## Action item
Please count the lines in these records that contain "Интертич" and give only that count.

Start of Source data

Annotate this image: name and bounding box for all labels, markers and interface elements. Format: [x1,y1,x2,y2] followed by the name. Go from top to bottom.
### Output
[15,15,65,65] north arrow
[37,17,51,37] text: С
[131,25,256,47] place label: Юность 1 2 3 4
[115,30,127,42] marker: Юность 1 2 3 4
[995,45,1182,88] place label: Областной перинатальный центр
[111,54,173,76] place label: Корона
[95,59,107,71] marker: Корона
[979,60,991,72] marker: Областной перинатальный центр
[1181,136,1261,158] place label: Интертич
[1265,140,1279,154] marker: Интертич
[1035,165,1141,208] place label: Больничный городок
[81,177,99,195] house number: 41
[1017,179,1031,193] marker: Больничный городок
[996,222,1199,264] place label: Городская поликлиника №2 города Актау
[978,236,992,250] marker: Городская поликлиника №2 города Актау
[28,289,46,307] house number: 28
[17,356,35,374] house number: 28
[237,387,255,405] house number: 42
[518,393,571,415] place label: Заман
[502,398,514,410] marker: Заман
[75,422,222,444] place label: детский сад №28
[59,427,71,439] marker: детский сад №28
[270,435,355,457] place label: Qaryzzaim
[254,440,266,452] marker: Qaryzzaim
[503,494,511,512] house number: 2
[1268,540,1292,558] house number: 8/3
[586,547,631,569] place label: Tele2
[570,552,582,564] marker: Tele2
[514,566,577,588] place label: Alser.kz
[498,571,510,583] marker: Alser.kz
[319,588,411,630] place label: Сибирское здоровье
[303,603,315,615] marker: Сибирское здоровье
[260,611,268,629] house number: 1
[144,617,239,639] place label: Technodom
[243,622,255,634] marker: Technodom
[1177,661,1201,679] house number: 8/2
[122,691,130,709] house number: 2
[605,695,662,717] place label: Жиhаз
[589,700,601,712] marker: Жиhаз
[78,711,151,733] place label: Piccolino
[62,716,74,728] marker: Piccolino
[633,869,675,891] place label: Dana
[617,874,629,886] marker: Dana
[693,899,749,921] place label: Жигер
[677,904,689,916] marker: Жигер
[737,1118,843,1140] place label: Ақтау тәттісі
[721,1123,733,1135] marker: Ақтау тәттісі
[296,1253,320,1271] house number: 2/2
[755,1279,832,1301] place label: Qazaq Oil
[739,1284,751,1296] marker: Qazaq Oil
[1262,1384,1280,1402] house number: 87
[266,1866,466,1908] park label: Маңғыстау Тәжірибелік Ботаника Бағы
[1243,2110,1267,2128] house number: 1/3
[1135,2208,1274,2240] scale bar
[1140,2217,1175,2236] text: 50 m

End of Source data

## The answer
2